Greenpeace chiede alla Regione un’operazione di trasparenza – “La Regione Lombardia, insieme a pochi altri gestori, non ha mai risposto alle nostre istanze di accesso agli atti riguardo la presenza di Pfas nelle acque potabili, violando le normative vigenti. Se per la Regione è tutto sotto controllo, perché non fa un’operazione di trasparenza, così come da anni avviene in Veneto per garantire a tutta la cittadinanza l’accesso alle informazioni?” chiede Giuseppe Ungherese, responsabile della campagna Inquinamento di Greenpeace Italia, che ha richiesto l’accesso agli atti “proprio perché alcuni enti preposti non hanno pubblicato spontaneamente i risultati delle analisi, come si dovrebbe fare per garantire la trasparenza amministrativa”.
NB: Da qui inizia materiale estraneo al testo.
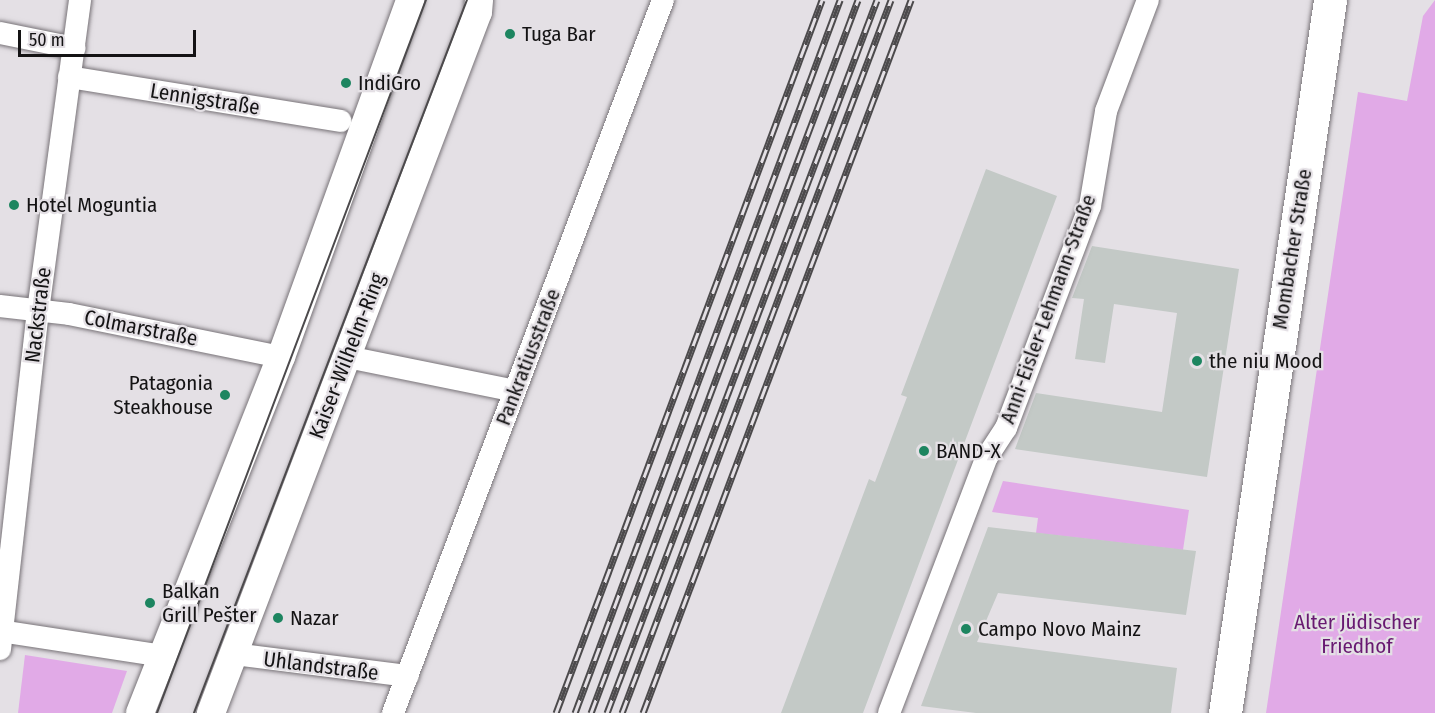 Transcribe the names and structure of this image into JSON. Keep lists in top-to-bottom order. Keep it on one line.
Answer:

Pfas nel 19% dei 4mila campioni analizzati, almeno 6,5% (dei 4mila) destinati al consumo umano – L’associazione ambientalista, inoltre, ha pubblicato oggi sul proprio sito internet un approfondimento per fare chiarezza sulle polemiche seguite alla pubblicazione dei dati sulla presenza di Pfas in quasi il 19% dei campioni di acqua destinata a uso potabile analizzati dal 2018. “Da un attento riesame di tutti i dati consegnati a Greenpeace da Ats e dai gestori emerge che 262 campioni (ovvero il 6,5% del totale di circa 4mila) possono essere considerati con ragionevole certezza assimilabili alle acque di rubinetto – spiega Greenpeace – e quindi destinate al consumo umano, e indicavano la presenza di Pfas da un minimo 5 nanogrammi per litro (ng/l) a un massimo di 1146 ng/l. Questi dati, secondo le informazioni fornite dagli enti stessi (ATS e gestori), sono accompagnati da diciture come ad esempio “acqua destinata al consumo umano: potabile”, “acqua pozzo post trattamento” “acqua trattata”, “post trattamento”, “uscita filtro” o “uscita impianto”. “Il conteggio effettuato da Greenpeace – chiarisce l’associazione – è molto conservativo ed esclude non solo campioni per cui si ha la ragionevole certezza che si tratti di acqua di rubinetto (ad esempio “rete” o “acquedotto”), ma anche campioni etichettati come “miscela”, “pozzo”, “uscita vasca”, “serbatoio”, “grezza”, “pompa”, “falda”, “sorgente” o, in moltissimi casi, addirittura non etichettati. Greenpeace Italia ricorda inoltre che, in base alle più recenti evidenze scientifiche, i Pfas sono pericolosi per la salute umana anche a concentrazioni molto basse: “L’unico valore cautelativo è la loro completa assenza nell’acqua destinata al consumo umano, negli alimenti, nel suolo e nell’aria.